Gold Coast

Gold Coast - Jackson

This area of Rankin County, formerly called East Jackson and later the Gold Coast, was a hotbed for gambling, bootleg liquor, and live music for several decades up through the 1960s. Blues, jazz, and soul performers, including touring national acts and locally based artists Elmore James, Sonny Boy Williamson No. 2 (Rice Miller), Sam Myers, Cadillac George Harris, and Sam Baker, Jr., worked at a strip of clubs along Fannin Road known to African Americans as “’cross the river.”
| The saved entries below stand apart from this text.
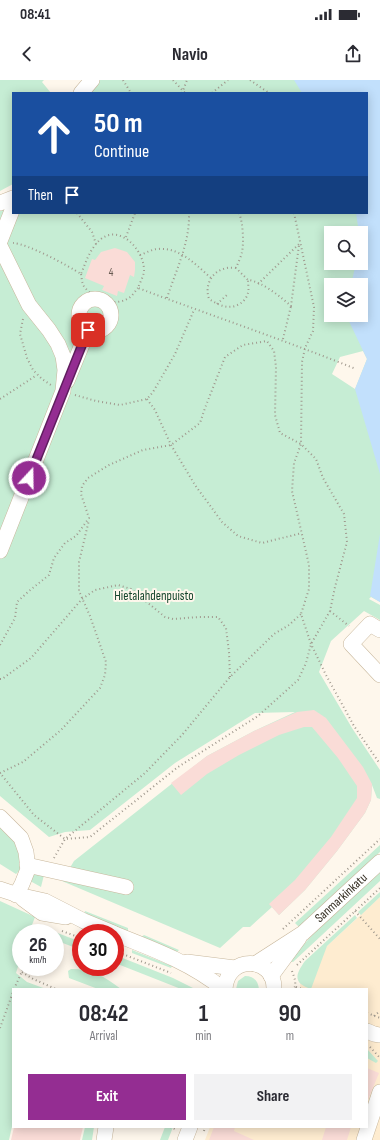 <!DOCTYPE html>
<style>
:root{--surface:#fff;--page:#f2f2f3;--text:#2b2b33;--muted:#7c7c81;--accent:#942d92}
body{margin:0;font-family:"Sofia Sans Condensed",sans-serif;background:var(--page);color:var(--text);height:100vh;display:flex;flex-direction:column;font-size:15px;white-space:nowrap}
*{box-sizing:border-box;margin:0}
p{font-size:13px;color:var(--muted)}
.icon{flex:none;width:22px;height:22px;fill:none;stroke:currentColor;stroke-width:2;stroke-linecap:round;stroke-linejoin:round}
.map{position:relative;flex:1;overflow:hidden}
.panel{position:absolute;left:12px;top:908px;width:356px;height:140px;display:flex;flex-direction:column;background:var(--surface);border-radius:0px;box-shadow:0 2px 10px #0003}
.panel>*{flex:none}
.banner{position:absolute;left:12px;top:12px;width:356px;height:122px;border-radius:0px;box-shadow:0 2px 10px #0003;background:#1a4fa0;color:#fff;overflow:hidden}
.tools{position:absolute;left:324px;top:146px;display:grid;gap:8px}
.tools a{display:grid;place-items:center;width:44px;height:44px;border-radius:0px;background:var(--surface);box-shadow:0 2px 10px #0003;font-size:20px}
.speed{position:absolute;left:12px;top:844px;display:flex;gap:8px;font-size:20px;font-weight:700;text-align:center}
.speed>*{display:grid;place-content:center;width:52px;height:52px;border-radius:50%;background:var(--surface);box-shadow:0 2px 10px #0003;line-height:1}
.speed small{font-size:10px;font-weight:400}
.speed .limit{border:6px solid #d22;background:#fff;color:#111}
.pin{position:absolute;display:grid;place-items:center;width:34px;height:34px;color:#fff;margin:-17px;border-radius:8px;box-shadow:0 2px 6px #0006}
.me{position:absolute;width:44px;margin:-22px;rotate:21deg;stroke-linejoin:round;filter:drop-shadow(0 0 3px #0008)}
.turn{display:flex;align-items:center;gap:14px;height:84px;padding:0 16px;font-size:18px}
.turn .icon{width:52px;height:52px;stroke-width:2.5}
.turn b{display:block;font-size:28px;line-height:34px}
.then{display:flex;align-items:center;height:38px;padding:0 16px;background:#0003;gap:8px;font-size:15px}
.eta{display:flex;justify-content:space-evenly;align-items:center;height:68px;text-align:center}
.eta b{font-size:24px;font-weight:700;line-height:28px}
.button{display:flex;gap:8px;margin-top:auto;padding:8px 16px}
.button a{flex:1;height:46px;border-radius:0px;background:var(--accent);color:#fff;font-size:16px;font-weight:700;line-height:46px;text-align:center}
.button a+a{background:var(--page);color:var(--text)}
.status{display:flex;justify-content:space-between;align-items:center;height:28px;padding:0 20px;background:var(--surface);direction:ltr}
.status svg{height:11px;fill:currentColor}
header{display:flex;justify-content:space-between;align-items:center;height:52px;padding:0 16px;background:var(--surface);font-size:18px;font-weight:700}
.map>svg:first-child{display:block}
</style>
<div class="status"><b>08:41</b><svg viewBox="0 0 49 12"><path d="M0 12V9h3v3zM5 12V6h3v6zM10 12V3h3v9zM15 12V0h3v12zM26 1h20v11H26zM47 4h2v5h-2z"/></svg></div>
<header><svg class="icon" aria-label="back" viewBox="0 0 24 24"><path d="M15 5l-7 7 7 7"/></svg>Navio<svg class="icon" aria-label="share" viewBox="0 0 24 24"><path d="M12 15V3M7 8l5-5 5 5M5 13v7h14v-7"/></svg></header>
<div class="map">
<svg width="380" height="1060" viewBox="0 0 380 1060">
<rect width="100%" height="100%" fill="#fef7ec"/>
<!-- built -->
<path fill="#feecd0" d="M380,817v243h-175l5,-13h157v-138h-67l1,-19z"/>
<!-- green -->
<path fill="#c6edd4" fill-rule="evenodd" d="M0,0h44l-2,2 9,11h-38v91l-13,7z
M97,0h239l1,13h-252z
M380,119v403l-9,-5 -2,2 11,6v15l-16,-9 -33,30 -12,31 33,56 28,42v29l-3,-1 -5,-13 -1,15 -6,13 -28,38 -32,39 -26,25 -7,-8 -22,20h-7l-23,21 -158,-67 12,-20 133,-105 47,-25 41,-19 -40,1 -80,50 -85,67 -25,2 -16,5 -49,-41v-533l8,15 -8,-40v-28l13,-5v8h354zM331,153h30v30h-30zM331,205h30v30h-30zM363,271l4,8 -12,30 -23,-15 8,-17z
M0,745l20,20 1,24 -5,5 -16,-10z
M380,765v7l-81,75 -4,-4z
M45,791l-4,16 -9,-5 -2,-2 2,-8z
M380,792v9l-87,81 -5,-1 31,-33z
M380,812v5l-19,18 -3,-3z
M0,821l35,16 -6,16h-8v24l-5,16 11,9 19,7h-33v133l-4,18h-9z
M85,831l43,17v4l-44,-17z
M355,835l2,3 -30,28 -16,43c-18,-6 -16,-14 -6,-28z
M42,847l39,15v8l-26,-10v-7h-15z
M144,855l35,15 -2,2 -37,-14z
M132,870l40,16 -1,2 -39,-15z
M115,875l58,23 22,11h-14l-66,-26z
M71,889c21,0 33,7 50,20h-23l-29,-11 -1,-7z
M245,896c9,0 13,5 14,13h-23l2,-8z
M367,969l11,12 -2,2 -9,-5z
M85,1047h9l-2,13h-10z
M165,1047h8l-5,13h-8z"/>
<!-- water -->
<path fill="#c2e0fc" d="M294,0h86v394l-25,-85 12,-30 -21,-44h15v-30h-10l5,-22h5v-30h-2l-3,-20h11v-120h-65z
M380,454v68l-10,-6z"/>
<!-- building -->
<path fill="#fadcd7" d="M115,168l12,4 8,10v8l-1,7 -4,-2 -6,18 -6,-2 -1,5 -15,-6 2,-4 -19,-8 7,-19 3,1 6,-8z
M314,630l12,8 37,49 9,17 -1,16 -6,13 -28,38 -32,39 -26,25 -10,-11 26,-24 36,-43 26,-39v-12l-19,-28 -26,-31h-8l-25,8 -40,20 -32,19 -26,21 -10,-12 36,-27 47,-25 43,-19z
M367,988l12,5 -11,27h-1z
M14,1047h69l-3,13h-69z
M214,1047h21l-1,4 20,9h-45z
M326,1047h25l-4,13h-25z"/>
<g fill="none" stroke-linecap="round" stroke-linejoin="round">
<!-- minor casing -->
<g stroke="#c8b79c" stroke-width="16">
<g id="minor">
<path d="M81,13l11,-13"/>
<path d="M0,123l13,-5"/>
<path d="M0,161l13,-33"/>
<path d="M0,166l29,59 20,25 9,14 5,12 2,14 -2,21 -63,160"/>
<circle cx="95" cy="235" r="16"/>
<path d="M67,301l21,-51"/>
<path d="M380,550l-10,-6 -19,20 29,31"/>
<path d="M0,737l21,21 5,14 2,17 -6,15 -6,11"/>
<path d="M27,785l99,22"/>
<path d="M0,809l18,6 27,6 39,20 29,12"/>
<path d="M23,819l19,14 24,4"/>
<path d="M115,854c38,15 76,29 108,55"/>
<path d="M187,882l48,6"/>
<path id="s1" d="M255,884l48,-31 77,-71"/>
<path d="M271,896l28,-38"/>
<path d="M225,909c2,-35 50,-33 49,0"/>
<path d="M367,951l7,3 6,1"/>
<path d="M104,1060l2,-13"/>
<path d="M185,1060l5,-13"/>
<path d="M364,1060l16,-48"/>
</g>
</g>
<!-- path -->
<path stroke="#a0998e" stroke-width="2" stroke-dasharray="1 3" stroke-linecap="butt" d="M123,0l8,13
M173,0l12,13
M250,0l19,13
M182,13l5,-13
M212,13l16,-13
M77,133l15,19 4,12
M239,133c4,9 5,30 3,39 -1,5 -4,11 -6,16l12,12c13,1 33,17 43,26l8,-61
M294,133l20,94 -1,24 -8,17 -3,14 -1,82 -7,19 -2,28 17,74v24l-8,25 10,30 15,31 28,51 26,38
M126,157l9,-24
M13,163c13,0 56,23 68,31 5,-12 9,-26 20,-35 19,-15 43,11 43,31 0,6 -4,12 -6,18 72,27 146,52 218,81
M140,175c6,-2 12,-6 18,-6 22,-2 38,16 53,29
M236,188c-19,-3 -33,13 -27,31 10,6 20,12 32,4 3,-2 6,-6 7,-10 1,-3 0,-9 0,-13
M81,194c1,6 1,11 5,15 10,11 28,17 41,10 5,-2 8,-8 11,-11
M258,204l41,-40
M167,218c9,-28 23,-55 22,-85
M217,224l11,-10
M23,239l-3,15 7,24 6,12 9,9 9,6
M283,259l8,-33
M75,315l21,6 24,4 27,-6 6,-7 22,-38 19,-44
M0,319l37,-24
M147,319l8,11 16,35 24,40 27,37 16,14 24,7 40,-10
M330,531l19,15
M0,565l15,-27 2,-16 12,-11 20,-16 5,-17 11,-15 11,-7 13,-18 -8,-24 1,-8 6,-8 21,-13 34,-15 28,-5 29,-22 5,-15 20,-51 18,-12 24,-4 7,10 2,16 -1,48 5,18 21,11 15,15 7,19 21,36 3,28 -12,45 -5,24 -19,33 -5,19 -8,17 -40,36 -80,51 -88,70 -25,2 -31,-24 -34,-42
M0,599h2l29,-21 51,-59 13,-9 23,-5 13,4 34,28 8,2 26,-2h19l8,11 3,24 1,25
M0,693l23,-11 38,-32 39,-42 5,-13 1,-13 -16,-46 -11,-25v-29l10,-42
M54,778l11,-19 80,-66 37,-38 48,-58 44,-43 15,-9 12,-11
M355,831l25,28
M283,849l97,-90
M62,851l19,7
M35,853l3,-7
M115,871l56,22
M297,885l83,-77
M292,891c2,6 5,12 2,18
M22,892l11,7 23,10
M296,907l6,2
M14,909l10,-22
M367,933l13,5
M374,936l6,-5
M0,948l13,-36
M370,967l10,11
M170,1047l5,2
M204,1051l1,-4"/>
<!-- minor -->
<use href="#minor" stroke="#fff" stroke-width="15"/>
</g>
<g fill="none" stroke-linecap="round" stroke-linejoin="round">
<!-- route casing -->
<g stroke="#601d5f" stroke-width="10">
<path id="route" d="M29,398l59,-148"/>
</g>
<!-- route -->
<use href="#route" stroke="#942d92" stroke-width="7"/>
</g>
<g text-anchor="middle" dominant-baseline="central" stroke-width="4" stroke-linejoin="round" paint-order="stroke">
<!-- number labels -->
<g font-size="11" fill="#685b52">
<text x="111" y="192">4</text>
</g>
<!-- park labels -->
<g font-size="13" fill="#14452c" stroke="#fef7ec">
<text x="154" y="516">Hietalahdenpuisto</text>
</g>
<!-- street labels -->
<g font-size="13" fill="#373025" stroke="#fef7ec">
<text stroke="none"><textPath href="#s1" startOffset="109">Sanmarkinkatu</textPath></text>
</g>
</g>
</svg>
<div class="tools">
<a><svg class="icon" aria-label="search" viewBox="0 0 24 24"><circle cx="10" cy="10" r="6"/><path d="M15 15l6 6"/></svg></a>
<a><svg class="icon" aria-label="layers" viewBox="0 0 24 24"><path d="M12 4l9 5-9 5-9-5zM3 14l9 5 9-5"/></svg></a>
</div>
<div class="speed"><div>26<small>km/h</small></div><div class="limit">30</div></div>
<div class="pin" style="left:88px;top:250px;background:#d93025"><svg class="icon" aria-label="arrive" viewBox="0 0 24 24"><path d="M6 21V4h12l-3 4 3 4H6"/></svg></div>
<svg class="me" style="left:29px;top:398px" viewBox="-20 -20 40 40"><circle r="17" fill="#942d92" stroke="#fff" stroke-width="3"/><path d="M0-11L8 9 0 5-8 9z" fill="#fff"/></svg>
<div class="banner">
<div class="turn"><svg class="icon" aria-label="ahead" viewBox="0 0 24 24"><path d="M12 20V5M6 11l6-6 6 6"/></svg><div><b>50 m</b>Continue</div></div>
<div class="then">Then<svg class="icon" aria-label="arrive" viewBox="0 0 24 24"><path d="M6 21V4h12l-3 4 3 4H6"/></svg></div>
</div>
<section class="panel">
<div class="eta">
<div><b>08:42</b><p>Arrival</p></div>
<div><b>1</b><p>min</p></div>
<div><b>90</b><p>m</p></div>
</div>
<div class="button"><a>Exit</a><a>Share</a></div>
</section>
</div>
Mississippi state law prohibited the sale of liquor from 1908 to 1966, but humorist Will Rogers purportedly observed, “Mississippians will vote dry as long they can stagger to the polls.” By the 1930s bootleggers had set up shop openly here on the “Gold Coast,” a name that likely derived from the area’s proximity to the Pearl River and the vast amounts of money that were made here from bootlegging, gambling, and other vices. The Gold Coast soon became notorious for its boisterous nightlife, frequent murders, and official corruption, but customers continued to stream in from considerably stricter Jackson. On occasion the Mississippi National Guard was brought in to shut down the area, albeit with only temporary success, and the day-to-day operations and fortunes of bootleggers and clubs depended largely on the whims of local sheriffs. Infamous bootleggers included G. W. “Big Red” Hydrick and Sam Seaney, a club owner who was killed in a 1946 shootout that also claimed the life of Rankin County constable Norris Overby.

Blues activity “’cross the river” centered on Fannin Road, where dozens of venues ranging from elaborate clubs to informal juke joints were frequented and mostly owned by African Americans. Many businesses stayed open twenty-hours a day, seven days a week. By the 1940s many national blues and jazz acts were playing at the Blue Flame/Play House complex, run by Joe Catchings, and at the Rankin Auditorium behind the Stamps Brothers Hotel, operated by brothers Charlie, Clift, and Bill Stamps. The Auditorium advertised that its dance floor could accommodate three thousand people, and other reports noted that white patrons were provided balcony seating.

By the mid-‘50s local clubs including the Blue Flame, Rocket Lounge, the Heat Wave, the Last Chance, and the Gay Lady featured mostly local artists. Among these were Sam Myers, King Mose, Cadillac George Harris, brothers Charley and Sammie Lee Smith, Jimmy King, Jesse Robinson, Charles Fairley, Willie Silas, Bernard “Bunny” Williams, brothers Kermit, Jr., Bernard, and Sherrill Holly, brothers Curtis and J.T. Dykes, Milton Anderson, Booker Wolfe, Tommy Tate, Robert Broom, Charles Fairley, Joe Chapman, and Sam Baker, Jr., whose parents ran the Heat Wave.

In 1966 Mississippi became the last state in the union to end prohibition, and gave individual counties the choice of remaining “dry” or becoming “wet.” Ironically, Rankin County chose the former, while neighboring and more populous Hinds County chose the latter. With these decisions the rationale for the Gold Coast was gone, and the club scene and bootlegging operations came abruptly to a stop.